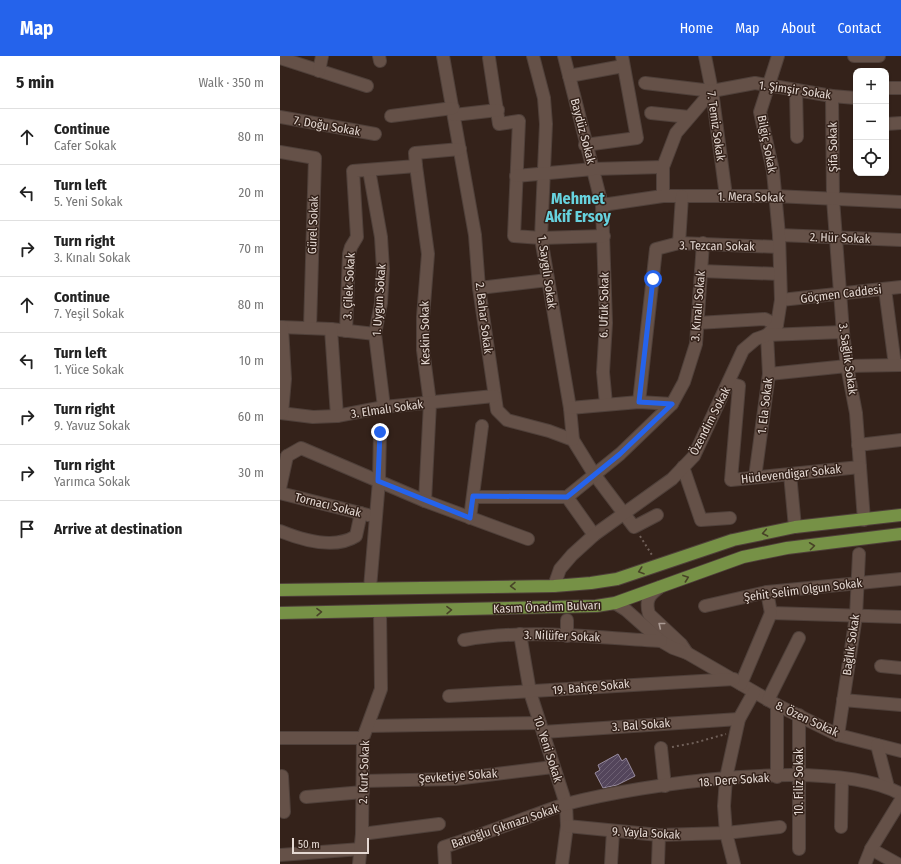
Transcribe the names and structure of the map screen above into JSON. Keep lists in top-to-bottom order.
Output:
{
  "streets": {
    "main road": ["Kasım Önadım Bulvarı"],
    "street": [
      "1. Şimşir Sokak",
      "7. Doğu Sokak",
      "7. Temiz Sokak",
      "Baydüz Sokak",
      "Bilgiç Sokak",
      "Şifa Sokak",
      "1. Mera Sokak",
      "Gürel Sokak",
      "2. Hür Sokak",
      "3. Tezcan Sokak",
      "1. Saygılı Sokak",
      "3. Çilek Sokak",
      "Göçmen Caddesi",
      "1. Uygun Sokak",
      "6. Ufuk Sokak",
      "3. Kınalı Sokak",
      "2. Bahar Sokak",
      "Keskin Sokak",
      "3. Sağlık Sokak",
      "1. Ela Sokak",
      "3. Elmalı Sokak",
      "Özendim Sokak",
      "Hüdevendigar Sokak",
      "Tornacı Sokak",
      "Şehit Selim Olgun Sokak",
      "3. Nilüfer Sokak",
      "Bağlık Sokak",
      "19. Bahçe Sokak",
      "8. Özen Sokak",
      "3. Bal Sokak",
      "10. Yeni Sokak",
      "2. Kurt Sokak",
      "Şevketiye Sokak",
      "18. Dere Sokak",
      "10. Filiz Sokak",
      "Batıoğlu Çıkmazı Sokak",
      "9. Yayla Sokak"
    ]
  },
  "crossings": [
    ["1. Şimşir Sokak", "7. Temiz Sokak"],
    ["1. Şimşir Sokak", "Bilgiç Sokak"],
    ["1. Şimşir Sokak", "Şifa Sokak"],
    ["7. Temiz Sokak", "1. Mera Sokak"],
    ["Baydüz Sokak", "1. Mera Sokak"],
    ["Baydüz Sokak", "6. Ufuk Sokak"],
    ["Bilgiç Sokak", "1. Mera Sokak"],
    ["Bilgiç Sokak", "2. Hür Sokak"],
    ["Bilgiç Sokak", "3. Tezcan Sokak"],
    ["Bilgiç Sokak", "Göçmen Caddesi"],
    ["Şifa Sokak", "1. Mera Sokak"],
    ["Şifa Sokak", "3. Sağlık Sokak"],
    ["1. Mera Sokak", "6. Ufuk Sokak"],
    ["1. Mera Sokak", "3. Sağlık Sokak"],
    ["2. Hür Sokak", "3. Sağlık Sokak"],
    ["3. Tezcan Sokak", "3. Kınalı Sokak"],
    ["1. Saygılı Sokak", "2. Bahar Sokak"],
    ["3. Çilek Sokak", "1. Uygun Sokak"],
    ["Göçmen Caddesi", "3. Sağlık Sokak"],
    ["1. Uygun Sokak", "3. Elmalı Sokak"],
    ["2. Bahar Sokak", "3. Elmalı Sokak"],
    ["Keskin Sokak", "3. Elmalı Sokak"],
    ["3. Sağlık Sokak", "Özendim Sokak"],
    ["3. Sağlık Sokak", "Hüdevendigar Sokak"],
    ["3. Sağlık Sokak", "Kasım Önadım Bulvarı"],
    ["1. Ela Sokak", "Özendim Sokak"],
    ["1. Ela Sokak", "Hüdevendigar Sokak"],
    ["Özendim Sokak", "Hüdevendigar Sokak"],
    ["Özendim Sokak", "Kasım Önadım Bulvarı"],
    ["Şehit Selim Olgun Sokak", "Bağlık Sokak"],
    ["Kasım Önadım Bulvarı", "8. Özen Sokak"],
    ["Kasım Önadım Bulvarı", "2. Kurt Sokak"],
    ["3. Nilüfer Sokak", "8. Özen Sokak"],
    ["3. Nilüfer Sokak", "10. Yeni Sokak"],
    ["Bağlık Sokak", "8. Özen Sokak"],
    ["19. Bahçe Sokak", "8. Özen Sokak"],
    ["19. Bahçe Sokak", "10. Yeni Sokak"],
    ["8. Özen Sokak", "10. Filiz Sokak"],
    ["3. Bal Sokak", "10. Yeni Sokak"],
    ["3. Bal Sokak", "2. Kurt Sokak"],
    ["10. Yeni Sokak", "Şevketiye Sokak"],
    ["10. Yeni Sokak", "18. Dere Sokak"],
    ["10. Yeni Sokak", "Batıoğlu Çıkmazı Sokak"],
    ["10. Yeni Sokak", "9. Yayla Sokak"],
    ["2. Kurt Sokak", "Şevketiye Sokak"],
    ["18. Dere Sokak", "10. Filiz Sokak"],
    ["18. Dere Sokak", "Batıoğlu Çıkmazı Sokak"]
  ],
  "districts": ["Mehmet Akif Ersoy"],
  "scale_bar": "50 m",
  "page": {
    "header": "Map",
    "nav": [
      "Home",
      "Map",
      "About",
      "Contact"
    ],
    "heading": ["5 min", "Walk · 350 m"],
    "map_buttons": ["+", "−"],
    "list": [
      ["Continue", "Cafer Sokak", "80 m"],
      ["Turn left", "5. Yeni Sokak", "20 m"],
      ["Turn right", "3. Kınalı Sokak", "70 m"],
      ["Continue", "7. Yeşil Sokak", "80 m"],
      ["Turn left", "1. Yüce Sokak", "10 m"],
      ["Turn right", "9. Yavuz Sokak", "60 m"],
      ["Turn right", "Yarımca Sokak", "30 m"],
      "Arrive at destination"
    ],
    "scale": "50 m"
  }
}
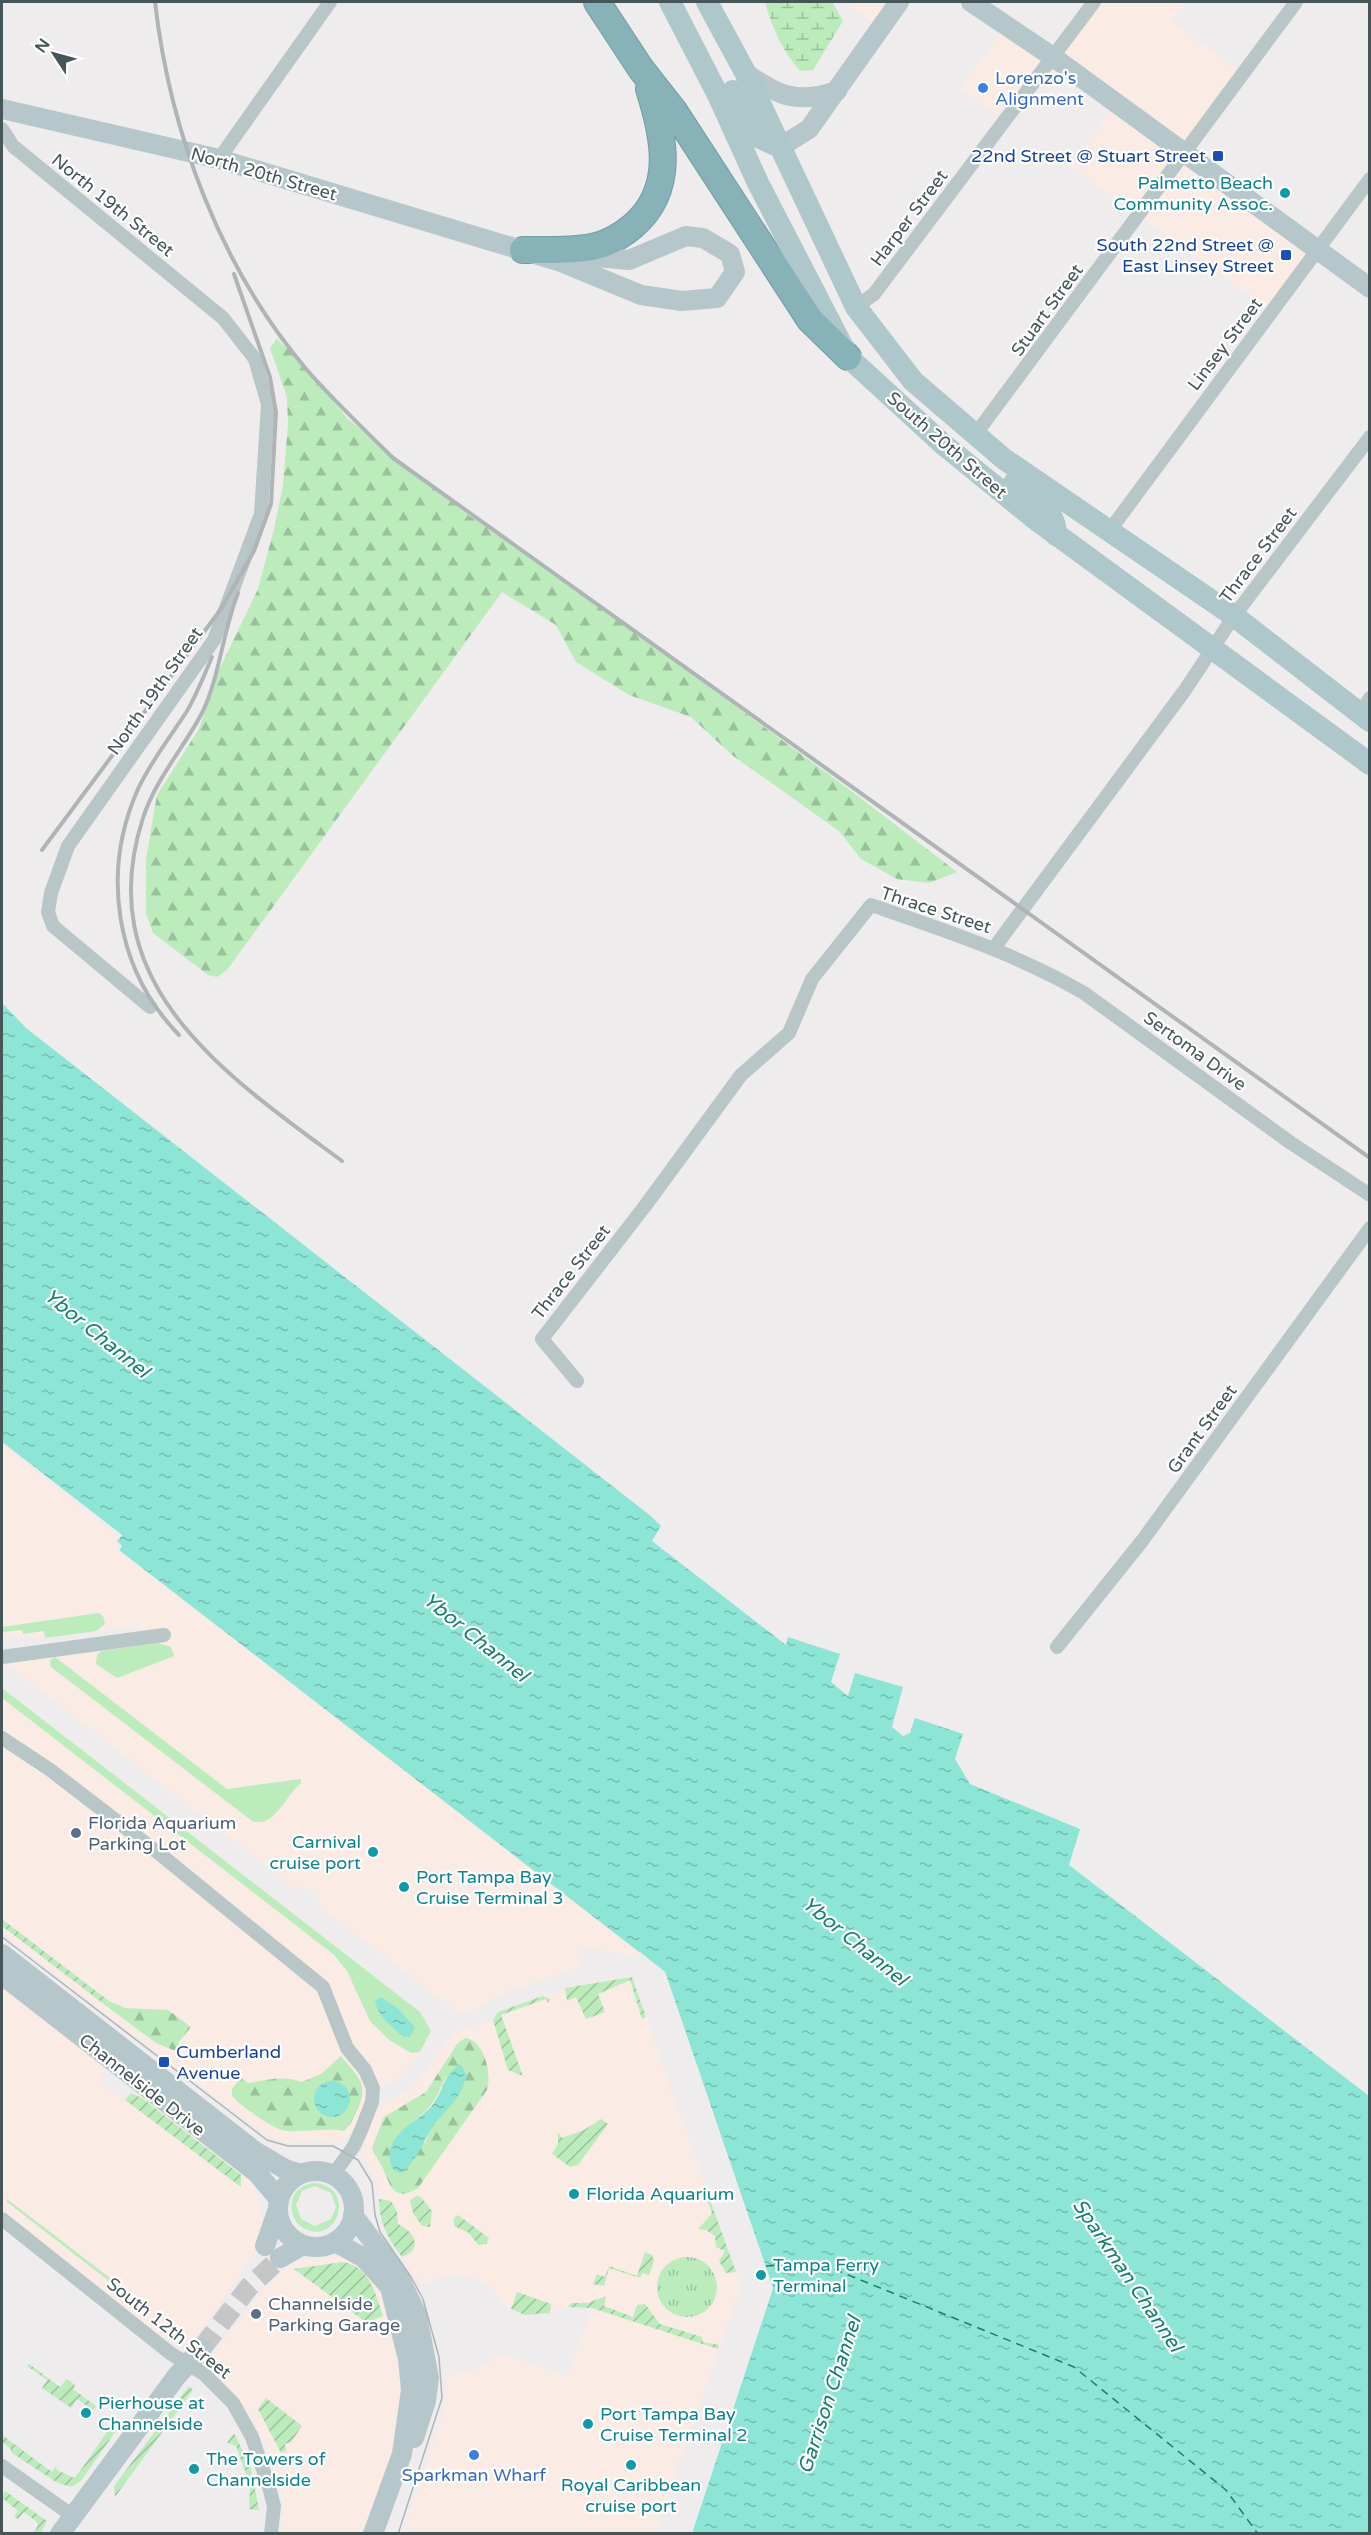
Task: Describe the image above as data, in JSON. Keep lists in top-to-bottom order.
{
  "streets": {
    "main road": ["North 20th Street", "South 20th Street", "Channelside Drive"],
    "street": [
      "North 19th Street",
      "Harper Street",
      "Stuart Street",
      "Linsey Street",
      "Thrace Street",
      "Sertoma Drive",
      "Grant Street",
      "South 12th Street"
    ]
  },
  "crossings": [
    ["Harper Street", "South 20th Street"],
    ["Stuart Street", "South 20th Street"],
    ["Linsey Street", "South 20th Street"],
    ["South 20th Street", "Thrace Street"],
    ["Thrace Street", "Sertoma Drive"]
  ],
  "water": ["Ybor Channel", "Sparkman Channel", "Garrison Channel"],
  "places": {
    "other": [
      "Lorenzo's Alignment",
      "Palmetto Beach Community Assoc.",
      "Florida Aquarium Parking Lot",
      "Carnival cruise port",
      "Port Tampa Bay Cruise Terminal 3",
      "Florida Aquarium",
      "Tampa Ferry Terminal",
      "Channelside Parking Garage",
      "Pierhouse at Channelside",
      "Port Tampa Bay Cruise Terminal 2",
      "Sparkman Wharf",
      "Royal Caribbean cruise port",
      "The Towers of Channelside"
    ],
    "transit": ["22nd Street @ Stuart Street", "South 22nd Street @ East Linsey Street", "Cumberland Avenue"]
  },
  "north": "top left"
}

= = =

> [Your objective]: Each line that contains "Bağlık" is to be copied from the listing above.

> [Reply to the exercise]:
      "Bağlık Sokak",
    ["Şehit Selim Olgun Sokak", "Bağlık Sokak"],
    ["Bağlık Sokak", "8. Özen Sokak"],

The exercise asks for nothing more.